Hätten die hohen Temperaturen angehalten, hätte ein weiteres Drittel der Krankenhäuser Operationen absagen müssen, heißt es in der Arbeit. Der Grund: Die vom National Health Service (NHS) betriebenen Gebäude seien nicht dafür ausgelegt, gefährlich hohen Temperaturen standzuhalten, erklären die Autoren.

Für die Studie befragten die Forschenden Chirurgen, Anästhesisten und Intensivmediziner, die während der Hitzewelle vom 16. bis 19. Juli 2022 im Dienst gewesen waren. Die Forschenden erhielten 271 Antworten aus 140 britischen Krankenhäusern. Dabei berichtete jeder fünfte Befragte (18,5%), dass die Hitzewelle zur Absage einer geplanten Operation geführt habe. Ein weiteres Drittel (35,1%) der an der Befragung Teilnehmenden geht davon aus, dass weitere Absagen bei Anhalten der Hitzewelle wahrscheinlich gewesen wären.

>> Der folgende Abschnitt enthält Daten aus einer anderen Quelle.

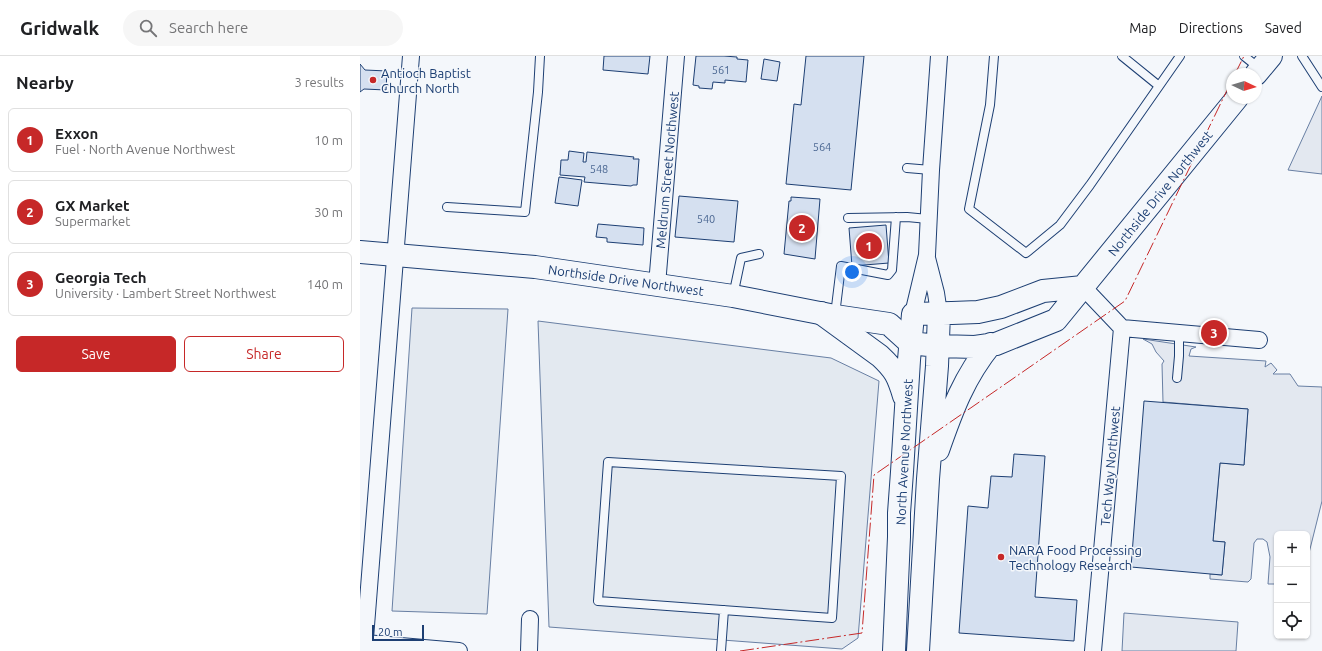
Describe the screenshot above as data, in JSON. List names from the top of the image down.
{
  "streets": {
    "main road": ["Northside Drive Northwest", "North Avenue Northwest"],
    "street": ["Meldrum Street Northwest", "Tech Way Northwest"]
  },
  "crossings": [
    ["Meldrum Street Northwest", "Northside Drive Northwest"],
    ["Northside Drive Northwest", "North Avenue Northwest"]
  ],
  "places": ["Antioch Baptist Church North", "NARA Food Processing Technology Research"],
  "house_numbers": [
    "561",
    "564",
    "548",
    "540"
  ],
  "scale_bar": "20 m",
  "north": "right",
  "page": {
    "header": "Gridwalk",
    "search": "Search here",
    "nav": ["Map", "Directions", "Saved"],
    "heading": ["Nearby", "3 results"],
    "list": [
      {
        "mark": "1",
        "name": "Exxon",
        "note": "Fuel · North Avenue Northwest",
        "value": "10 m"
      },
      {
        "mark": "2",
        "name": "GX Market",
        "note": "Supermarket",
        "value": "30 m"
      },
      {
        "mark": "3",
        "name": "Georgia Tech",
        "note": "University · Lambert Street Northwest",
        "value": "140 m"
      }
    ],
    "pins": ["2", "1", "3"],
    "buttons": ["Save", "Share"],
    "map_buttons": ["+", "−"],
    "scale": "20 m"
  }
}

Zu den Faktoren, die zu hitzebedingten Absagen beziehungsweise Verschiebungen beitrugen, gehörten Personalmangel (35,8% der Befragten), unsichere Verhältnisse im Operationssaal (30,3%) und Bettenmangel (22,1%).

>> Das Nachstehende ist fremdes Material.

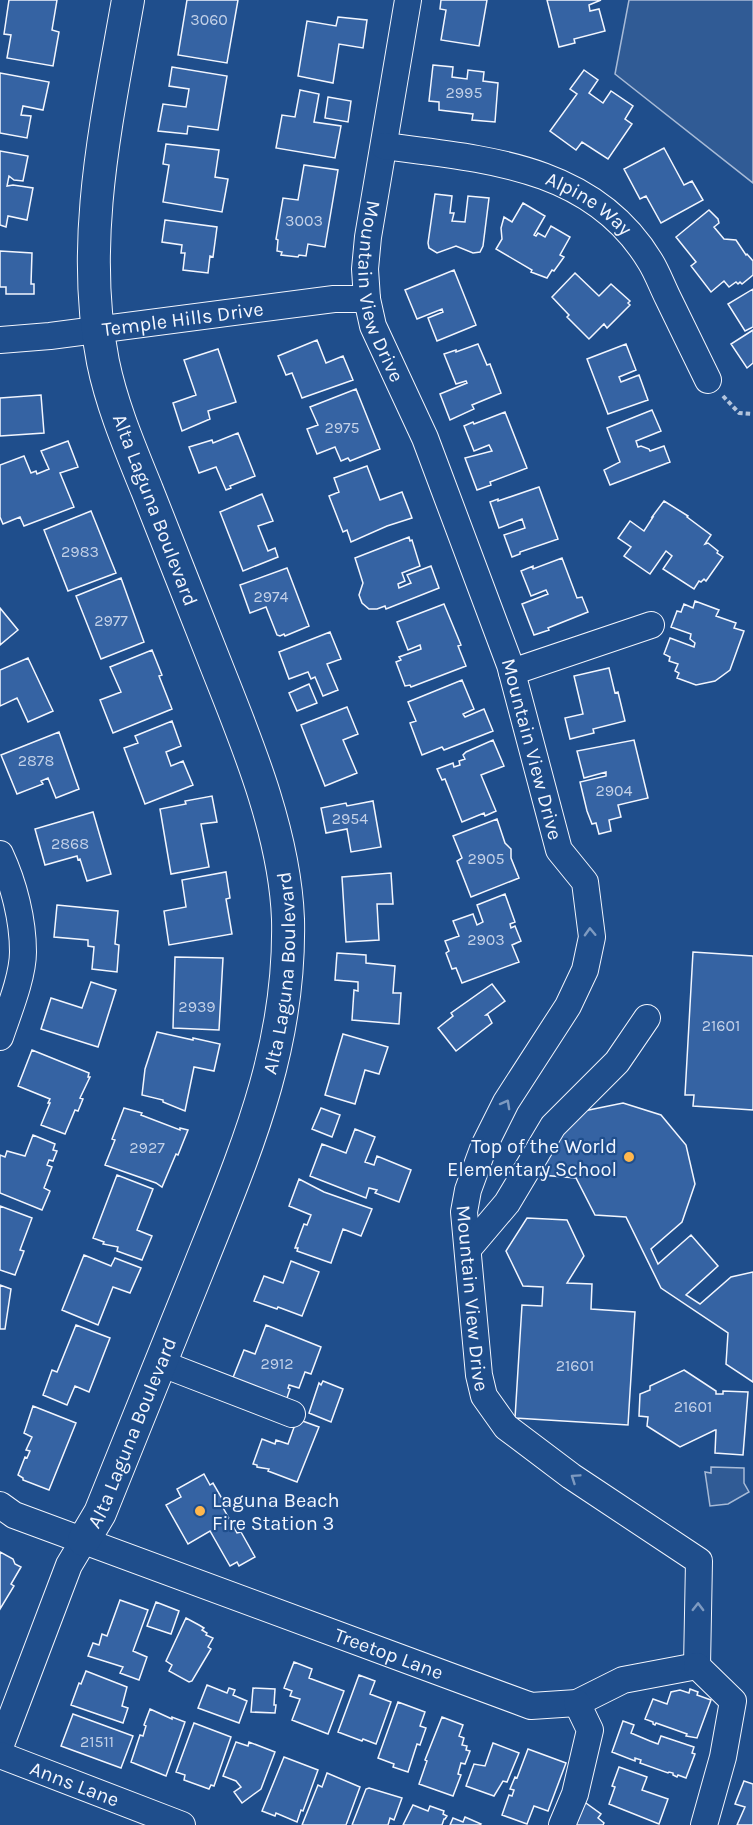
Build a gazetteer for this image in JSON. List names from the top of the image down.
{
  "streets": {
    "main road": ["Alta Laguna Boulevard"],
    "street": [
      "Alpine Way",
      "Mountain View Drive",
      "Temple Hills Drive",
      "Treetop Lane",
      "Anns Lane"
    ]
  },
  "crossings": [
    ["Alpine Way", "Mountain View Drive"],
    ["Mountain View Drive", "Temple Hills Drive"],
    ["Mountain View Drive", "Treetop Lane"],
    ["Temple Hills Drive", "Alta Laguna Boulevard"],
    ["Alta Laguna Boulevard", "Treetop Lane"]
  ],
  "one_way": ["Mountain View Drive"],
  "places": ["Top of the World Elementary School", "Laguna Beach Fire Station 3"],
  "house_numbers": [
    "3060",
    "2995",
    "3003",
    "2975",
    "2983",
    "2974",
    "2977",
    "2878",
    "2904",
    "2954",
    "2868",
    "2905",
    "2903",
    "2939",
    "21601",
    "2927",
    "2912",
    "21601",
    "21601",
    "21511"
  ]
}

Laut den Studienautoren waren 41,0% der chirurgischen Abteilungen schlecht auf eine Hitzewelle vorbereitet, beispielsweise dergestalt, dass sich die Temperatur in Operationssäle nicht kontrollieren ließ. In den meisten Krankenhäusern, aus denen Antworten auf die Befragung kamen (85%), gab es keine Pläne, um mit Extremsituationen im Sommer umzugehen und um die Sicherheit elektiver chirurgischer Eingriffe und die Kapazitäten für solche Operationen aufrechtzuerhalten. Mehr als ein Drittel der Befragten (35,4%) gab an, dass Anpassungen vorgenommen wurden, um die routinemäßige chirurgische Tätigkeit während der Hitzewelle aufrechtzuerhalten.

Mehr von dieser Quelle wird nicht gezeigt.